● Data provided
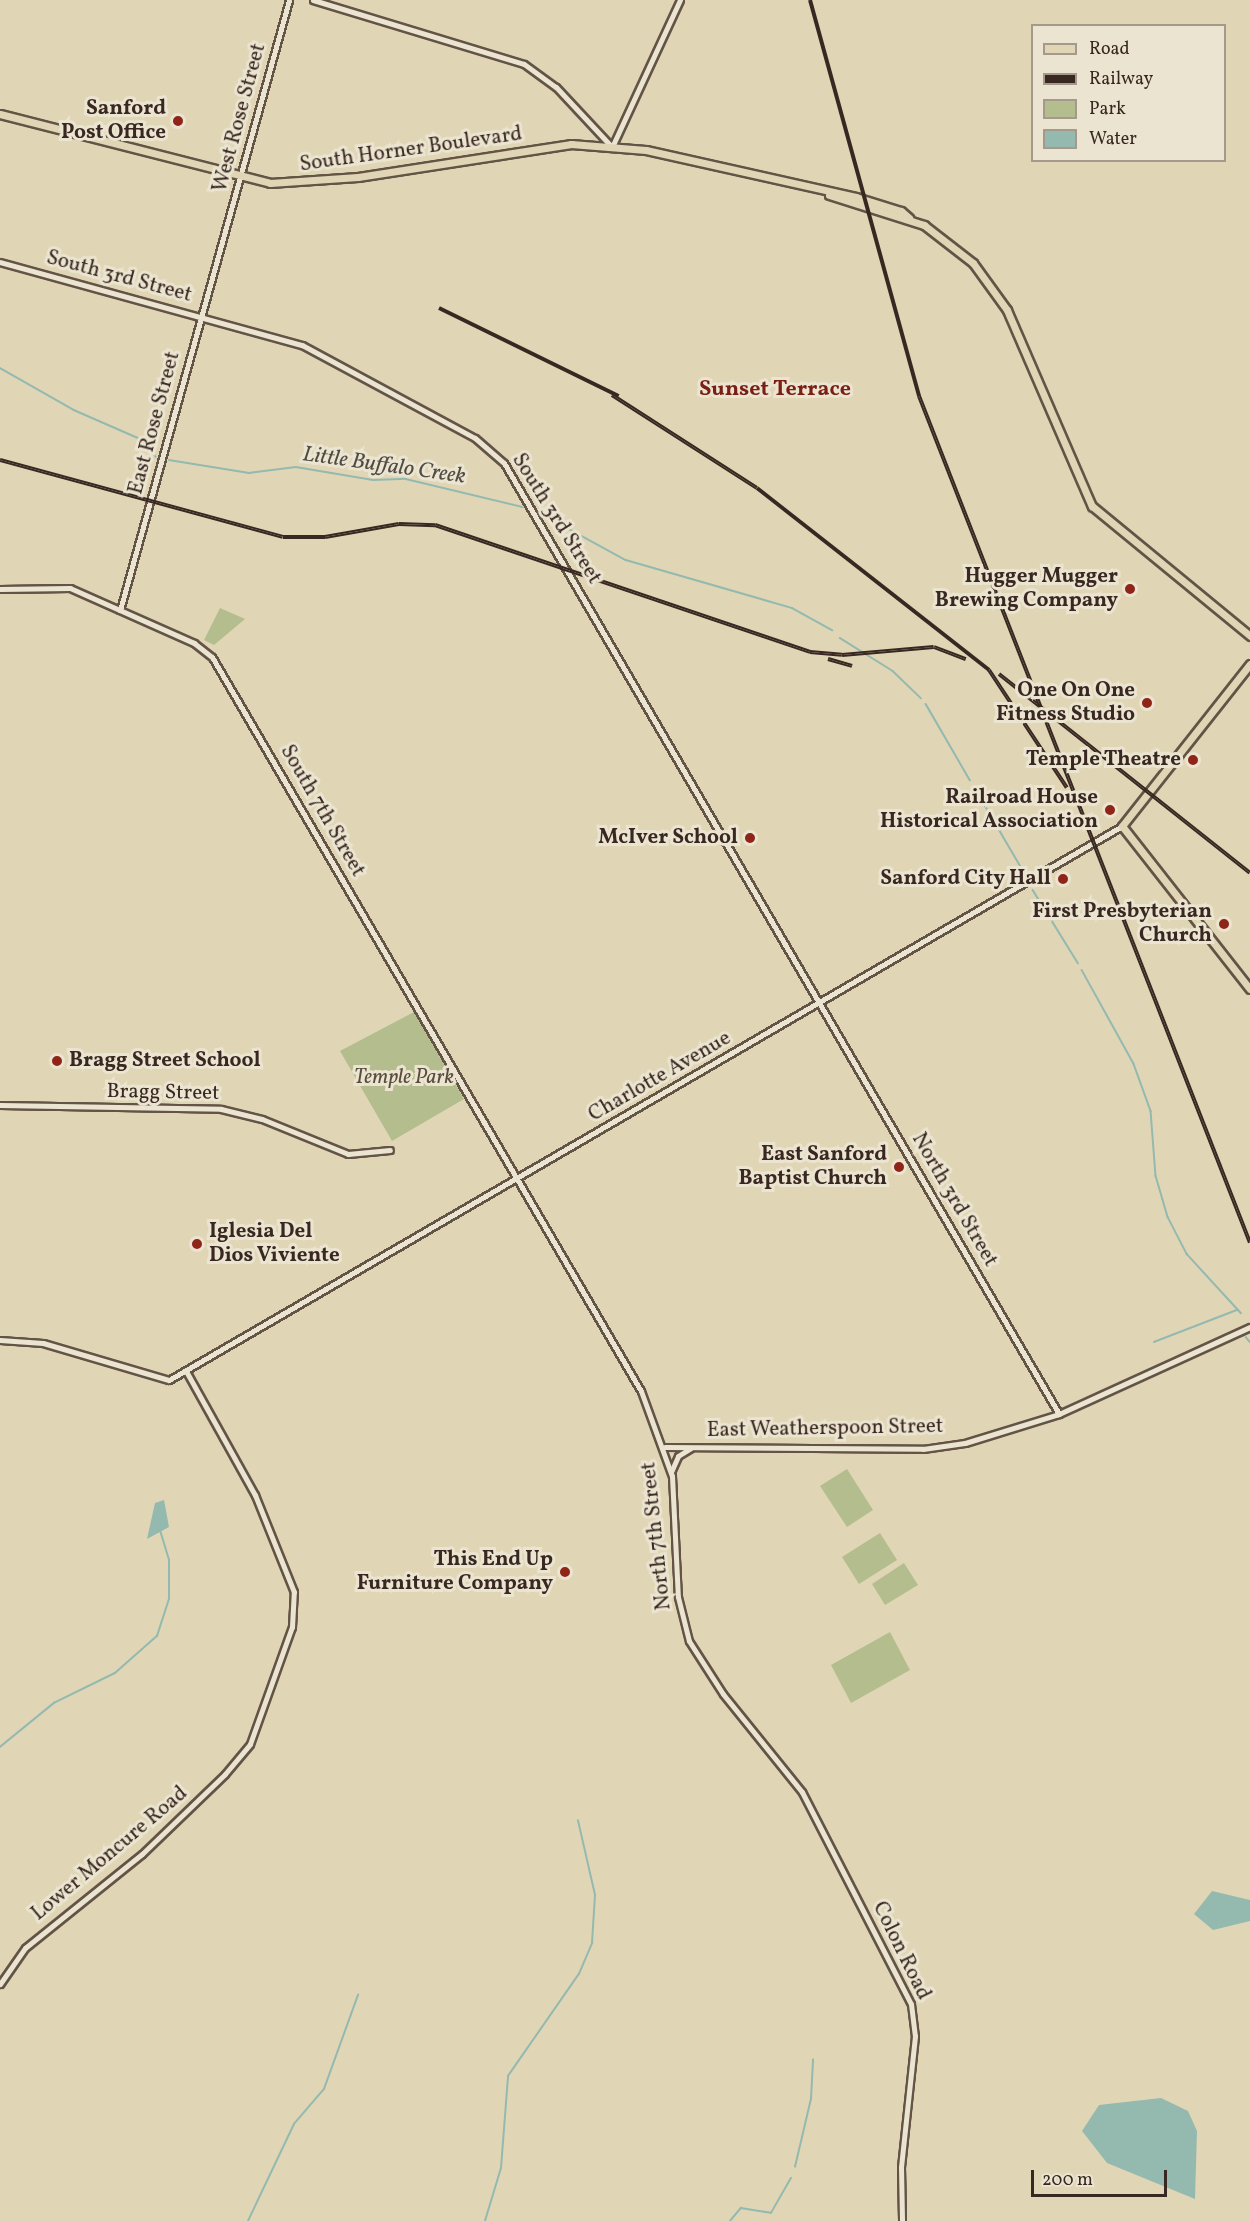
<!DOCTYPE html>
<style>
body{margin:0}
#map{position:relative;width:1250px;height:2221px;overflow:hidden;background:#e0d6b6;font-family:Vollkorn,serif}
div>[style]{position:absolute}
.green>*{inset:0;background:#b3bd8d}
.water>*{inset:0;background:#94b9af}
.stream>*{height:1.5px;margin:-0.75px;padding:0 0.75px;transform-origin:0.75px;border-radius:0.75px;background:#94b9af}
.roads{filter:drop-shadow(2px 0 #635446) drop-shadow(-2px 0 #635446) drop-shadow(0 2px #635446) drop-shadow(0 -2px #635446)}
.tertiary>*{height:5px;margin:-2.5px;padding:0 2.5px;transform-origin:2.5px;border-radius:2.5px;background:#ebe4d0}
.primary>*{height:7px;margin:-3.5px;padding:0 3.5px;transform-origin:3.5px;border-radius:3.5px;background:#e0d6b6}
.rail>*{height:4px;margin-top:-2px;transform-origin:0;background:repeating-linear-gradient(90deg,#ebe4d0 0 4.5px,#392821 0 9px);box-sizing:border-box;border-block:2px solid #392821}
.dots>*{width:16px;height:16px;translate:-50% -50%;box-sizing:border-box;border:3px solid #ebe4d0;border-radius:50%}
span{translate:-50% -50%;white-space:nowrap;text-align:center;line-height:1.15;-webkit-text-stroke:6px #ebe4d0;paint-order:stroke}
.poi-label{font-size:21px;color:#392821;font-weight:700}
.right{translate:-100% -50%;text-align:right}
.left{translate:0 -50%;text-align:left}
.street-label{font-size:21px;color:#392821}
.park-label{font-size:21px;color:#584d3c;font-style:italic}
.neighbourhood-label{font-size:22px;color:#7a1f14;font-weight:700}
.water-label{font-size:22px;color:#504c44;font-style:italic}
.legend{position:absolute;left:1031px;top:24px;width:195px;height:138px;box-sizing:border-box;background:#ebe4d0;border:2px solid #a4998a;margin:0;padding:8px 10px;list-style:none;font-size:18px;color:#392821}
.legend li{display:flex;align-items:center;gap:12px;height:30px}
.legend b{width:30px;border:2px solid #a4998a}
.scale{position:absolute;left:1031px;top:2170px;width:136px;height:27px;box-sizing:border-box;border:3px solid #392821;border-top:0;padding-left:8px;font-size:18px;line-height:21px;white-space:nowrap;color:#392821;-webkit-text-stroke:4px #ebe4d0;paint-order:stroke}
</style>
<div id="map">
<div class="green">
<div style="clip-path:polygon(220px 608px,245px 619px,214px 645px,204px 640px)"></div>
<div style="clip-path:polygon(414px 1012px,464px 1099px,392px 1141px,340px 1051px)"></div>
<div style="clip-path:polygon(847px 1469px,873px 1510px,847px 1527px,820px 1486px)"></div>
<div style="clip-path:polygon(880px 1533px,897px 1560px,859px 1584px,842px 1557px)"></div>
<div style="clip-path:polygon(904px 1563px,918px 1585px,885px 1605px,872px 1584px)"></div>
<div style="clip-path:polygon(890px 1632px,910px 1670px,851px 1703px,831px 1665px)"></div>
</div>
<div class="water">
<div style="clip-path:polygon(164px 1500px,169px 1527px,147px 1539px,155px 1503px)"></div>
<div style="clip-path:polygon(1212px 1891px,1250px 1900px,1250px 1921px,1213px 1930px,1194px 1914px)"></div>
<div style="clip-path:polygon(1161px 2098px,1188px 2111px,1197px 2131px,1195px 2199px,1107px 2163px,1082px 2131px,1099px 2105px)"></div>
</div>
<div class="stream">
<div style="left:0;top:368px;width:85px;rotate:29.6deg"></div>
<div style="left:74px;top:410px;width:77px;rotate:23.6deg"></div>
<div style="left:145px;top:441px;width:19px;rotate:55deg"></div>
<div style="left:169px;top:460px;width:81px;rotate:9.2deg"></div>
<div style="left:249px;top:473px;width:47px;rotate:-7.3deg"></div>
<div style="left:296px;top:467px;width:78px;rotate:9.6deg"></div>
<div style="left:373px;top:480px;width:33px;rotate:-2deg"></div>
<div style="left:406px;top:479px;width:120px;rotate:13.5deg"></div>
<div style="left:547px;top:517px;width:90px;rotate:28.6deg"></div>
<div style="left:626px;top:560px;width:173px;rotate:16.1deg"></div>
<div style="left:792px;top:608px;width:46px;rotate:28.8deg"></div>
<div style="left:840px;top:638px;width:62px;rotate:31.9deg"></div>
<div style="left:893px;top:671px;width:39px;rotate:44deg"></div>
<div style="left:926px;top:704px;width:88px;rotate:59.9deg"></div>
<div style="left:979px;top:795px;width:89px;rotate:59.7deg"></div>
<div style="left:1033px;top:890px;width:86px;rotate:58.3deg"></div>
<div style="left:1082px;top:970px;width:107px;rotate:61deg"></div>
<div style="left:1134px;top:1064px;width:50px;rotate:70.1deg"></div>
<div style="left:1151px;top:1111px;width:65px;rotate:85.6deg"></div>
<div style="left:1156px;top:1176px;width:43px;rotate:73.7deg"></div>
<div style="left:1168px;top:1217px;width:42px;rotate:62.8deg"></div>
<div style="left:1187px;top:1254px;width:80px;rotate:47.5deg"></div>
<div style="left:1246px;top:1337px;width:6px;rotate:51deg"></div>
<div style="left:1154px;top:1342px;width:89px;rotate:-21.1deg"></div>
<div style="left:0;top:1747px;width:70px;rotate:-39.2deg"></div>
<div style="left:54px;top:1703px;width:68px;rotate:-26.2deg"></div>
<div style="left:115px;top:1673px;width:56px;rotate:-41.4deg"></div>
<div style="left:157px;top:1636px;width:39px;rotate:-72deg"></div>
<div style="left:169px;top:1599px;width:39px;rotate:-90deg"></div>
<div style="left:169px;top:1560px;width:31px;rotate:-107deg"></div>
<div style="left:795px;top:2167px;width:70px;rotate:-76.8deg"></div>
<div style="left:811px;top:2099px;width:39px;rotate:-87deg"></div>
<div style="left:248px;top:2221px;width:107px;rotate:-64.6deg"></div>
<div style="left:294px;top:2124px;width:46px;rotate:-49.4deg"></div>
<div style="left:324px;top:2089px;width:100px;rotate:-70.1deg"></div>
<div style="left:485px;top:2221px;width:55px;rotate:-73.2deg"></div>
<div style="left:501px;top:2168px;width:92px;rotate:-85.6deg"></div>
<div style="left:508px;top:2076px;width:124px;rotate:-55.2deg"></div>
<div style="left:579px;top:1974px;width:34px;rotate:-67deg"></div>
<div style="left:592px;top:1943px;width:48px;rotate:-86.4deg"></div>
<div style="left:595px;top:1895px;width:76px;rotate:-102.9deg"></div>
<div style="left:730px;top:2221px;width:17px;rotate:-50deg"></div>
<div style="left:741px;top:2208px;width:30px;rotate:9deg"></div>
<div style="left:771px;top:2213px;width:40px;rotate:-60.3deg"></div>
</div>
<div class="roads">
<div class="tertiary">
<div style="left:313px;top:0;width:220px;rotate:16.9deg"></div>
<div style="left:524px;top:64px;width:39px;rotate:36deg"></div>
<div style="left:556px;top:87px;width:82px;rotate:47deg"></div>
<div style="left:612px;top:147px;width:162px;rotate:-65.2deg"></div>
<div style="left:0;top:262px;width:313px;rotate:15.4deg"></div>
<div style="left:302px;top:345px;width:196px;rotate:28.3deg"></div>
<div style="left:475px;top:438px;width:38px;rotate:41deg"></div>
<div style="left:504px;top:463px;width:1101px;rotate:59.73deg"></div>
<div style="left:0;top:589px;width:70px;rotate:-0.8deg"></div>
<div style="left:70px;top:588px;width:136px;rotate:23.9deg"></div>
<div style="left:194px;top:643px;width:23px;rotate:38deg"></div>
<div style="left:212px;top:657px;width:850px;rotate:59.7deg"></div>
<div style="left:641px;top:1391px;width:90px;rotate:70deg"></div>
<div style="left:672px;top:1476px;width:121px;rotate:87.2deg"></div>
<div style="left:678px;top:1597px;width:45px;rotate:76deg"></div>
<div style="left:689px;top:1641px;width:63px;rotate:57.3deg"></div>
<div style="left:723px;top:1694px;width:126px;rotate:51.1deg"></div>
<div style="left:802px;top:1792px;width:238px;rotate:62.8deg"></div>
<div style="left:911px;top:2004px;width:32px;rotate:83deg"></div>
<div style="left:915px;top:2036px;width:132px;rotate:96.1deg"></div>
<div style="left:901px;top:2167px;width:54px;rotate:88.9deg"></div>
<div style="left:120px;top:610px;width:633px;rotate:-74.51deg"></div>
<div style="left:0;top:1105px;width:221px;rotate:1deg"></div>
<div style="left:221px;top:1109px;width:42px;rotate:13.7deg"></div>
<div style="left:262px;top:1119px;width:93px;rotate:22.1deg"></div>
<div style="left:348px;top:1154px;width:42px;rotate:-5.4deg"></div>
<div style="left:0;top:1340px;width:43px;rotate:4deg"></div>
<div style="left:43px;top:1343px;width:131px;rotate:16.4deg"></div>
<div style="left:169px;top:1380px;width:1102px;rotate:-30.17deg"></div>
<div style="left:665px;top:1447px;width:258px;rotate:0.4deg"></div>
<div style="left:923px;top:1449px;width:42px;rotate:-8.1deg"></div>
<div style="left:965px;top:1443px;width:98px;rotate:-17.1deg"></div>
<div style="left:1059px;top:1414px;width:210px;rotate:-24.5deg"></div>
<div style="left:671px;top:1472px;width:17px;rotate:-66deg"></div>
<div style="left:678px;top:1456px;width:15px;rotate:-32deg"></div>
<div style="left:0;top:1984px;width:44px;rotate:-55.2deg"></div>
<div style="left:25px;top:1948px;width:150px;rotate:-38.8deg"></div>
<div style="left:142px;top:1854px;width:115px;rotate:-43.9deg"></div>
<div style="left:225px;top:1774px;width:39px;rotate:-50deg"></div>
<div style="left:250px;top:1744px;width:124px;rotate:-70.3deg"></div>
<div style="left:292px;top:1627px;width:35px;rotate:-87deg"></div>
<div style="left:294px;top:1592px;width:105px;rotate:-111.9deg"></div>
<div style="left:255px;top:1495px;width:142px;rotate:-119.1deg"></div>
</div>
<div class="primary">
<div style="left:0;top:114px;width:279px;rotate:14.3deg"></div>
<div style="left:270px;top:183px;width:88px;rotate:-3.9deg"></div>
<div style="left:358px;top:177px;width:216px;rotate:-8.8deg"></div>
<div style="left:571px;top:144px;width:75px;rotate:4.6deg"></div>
<div style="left:646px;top:150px;width:215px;rotate:12.6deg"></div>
<div style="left:856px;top:197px;width:47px;rotate:17.3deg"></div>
<div style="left:901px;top:211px;width:11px;rotate:41deg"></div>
<div style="left:829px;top:195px;width:100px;rotate:17.5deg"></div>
<div style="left:924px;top:225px;width:62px;rotate:37.8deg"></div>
<div style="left:973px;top:263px;width:58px;rotate:54.1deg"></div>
<div style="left:1007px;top:310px;width:214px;rotate:66.6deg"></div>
<div style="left:1092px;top:506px;width:205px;rotate:39.4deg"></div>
<div style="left:1250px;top:664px;width:206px;rotate:128.3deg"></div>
<div style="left:1122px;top:826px;width:207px;rotate:51.9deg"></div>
</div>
</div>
<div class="rail">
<div style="left:810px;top:0;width:411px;rotate:74.6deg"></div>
<div style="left:919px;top:396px;width:909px;rotate:68.65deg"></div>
<div style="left:439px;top:308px;width:200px;rotate:26.1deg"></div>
<div style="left:612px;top:395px;width:172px;rotate:32.7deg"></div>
<div style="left:757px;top:488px;width:295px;rotate:38.1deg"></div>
<div style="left:989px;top:670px;width:141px;rotate:56.5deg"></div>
<div style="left:0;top:460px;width:293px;rotate:15.2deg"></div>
<div style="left:283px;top:537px;width:42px"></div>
<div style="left:325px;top:537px;width:75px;rotate:-10deg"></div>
<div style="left:399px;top:524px;width:36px;rotate:2deg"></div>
<div style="left:435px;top:525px;width:396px;rotate:18.7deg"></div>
<div style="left:810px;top:652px;width:32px;rotate:5deg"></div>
<div style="left:842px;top:655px;width:92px;rotate:-5deg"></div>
<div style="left:934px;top:647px;width:34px;rotate:21deg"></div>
<div style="left:828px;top:659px;width:25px;rotate:16deg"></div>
<div style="left:999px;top:674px;width:320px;rotate:38.4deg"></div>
</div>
<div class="dots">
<div style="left:178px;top:121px;background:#8f2418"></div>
<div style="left:1130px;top:589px;background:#8f2418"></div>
<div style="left:1147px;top:703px;background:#8f2418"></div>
<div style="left:1193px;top:760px;background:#8f2418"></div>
<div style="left:1110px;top:810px;background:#8f2418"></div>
<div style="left:750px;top:838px;background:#8f2418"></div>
<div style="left:1063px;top:879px;background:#8f2418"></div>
<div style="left:1224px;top:924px;background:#8f2418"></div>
<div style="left:57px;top:1061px;background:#8f2418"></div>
<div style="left:899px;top:1167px;background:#8f2418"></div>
<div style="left:197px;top:1244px;background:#8f2418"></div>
<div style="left:565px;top:1572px;background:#8f2418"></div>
</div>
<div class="poi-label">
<span class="right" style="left:166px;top:121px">Sanford<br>Post Office</span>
<span class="right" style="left:1118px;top:589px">Hugger Mugger<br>Brewing Company</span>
<span class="right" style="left:1135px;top:703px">One On One<br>Fitness Studio</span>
<span class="right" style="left:1181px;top:760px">Temple Theatre</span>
<span class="right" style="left:1098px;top:810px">Railroad House<br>Historical Association</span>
<span class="right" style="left:738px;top:838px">McIver School</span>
<span class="right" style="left:1051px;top:879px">Sanford City Hall</span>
<span class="right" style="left:1212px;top:924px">First Presbyterian<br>Church</span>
<span class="left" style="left:69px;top:1061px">Bragg Street School</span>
<span class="right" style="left:887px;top:1167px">East Sanford<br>Baptist Church</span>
<span class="left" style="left:209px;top:1244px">Iglesia Del<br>Dios Viviente</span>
<span class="right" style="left:553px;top:1572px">This End Up<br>Furniture Company</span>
</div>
<div class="street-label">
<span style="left:240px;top:118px;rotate:-75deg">West Rose Street</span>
<span style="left:411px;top:150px;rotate:-8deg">South Horner Boulevard</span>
<span style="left:119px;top:277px;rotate:15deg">South 3rd Street</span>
<span style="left:155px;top:423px;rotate:-75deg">East Rose Street</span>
<span style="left:556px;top:519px;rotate:58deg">South 3rd Street</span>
<span style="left:322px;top:811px;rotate:60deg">South 7th Street</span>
<span style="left:660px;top:1077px;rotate:-30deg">Charlotte Avenue</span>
<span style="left:163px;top:1093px;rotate:1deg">Bragg Street</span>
<span style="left:954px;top:1200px;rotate:60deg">North 3rd Street</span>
<span style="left:825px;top:1429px;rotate:-1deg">East Weatherspoon Street</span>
<span style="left:657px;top:1536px;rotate:-96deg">North 7th Street</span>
<span style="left:110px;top:1854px;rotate:-40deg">Lower Moncure Road</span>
<span style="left:901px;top:1951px;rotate:64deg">Colon Road</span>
</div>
<div class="park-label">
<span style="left:404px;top:1078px">Temple Park</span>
</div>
<div class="neighbourhood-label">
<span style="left:775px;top:390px">Sunset Terrace</span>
</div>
<div class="water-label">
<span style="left:384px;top:466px;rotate:8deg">Little Buffalo Creek</span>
</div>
<ul class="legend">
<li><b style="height:8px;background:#e0d6b6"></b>Road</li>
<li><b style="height:8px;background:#392821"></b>Railway</li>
<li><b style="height:16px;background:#b3bd8d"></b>Park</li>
<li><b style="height:16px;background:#94b9af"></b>Water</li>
</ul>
<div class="scale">200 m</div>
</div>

● What to do
Please print, exactly as given, the lines running from the beginning of the listing through the line containing "0 #635446) drop-shadow(-2px", omitting each picture.

● Solved exercise
<!DOCTYPE html>
<style>
body{margin:0}
#map{position:relative;width:1250px;height:2221px;overflow:hidden;background:#e0d6b6;font-family:Vollkorn,serif}
div>[style]{position:absolute}
.green>*{inset:0;background:#b3bd8d}
.water>*{inset:0;background:#94b9af}
.stream>*{height:1.5px;margin:-0.75px;padding:0 0.75px;transform-origin:0.75px;border-radius:0.75px;background:#94b9af}
.roads{filter:drop-shadow(2px 0 #635446) drop-shadow(-2px 0 #635446) drop-shadow(0 2px #635446) drop-shadow(0 -2px #635446)}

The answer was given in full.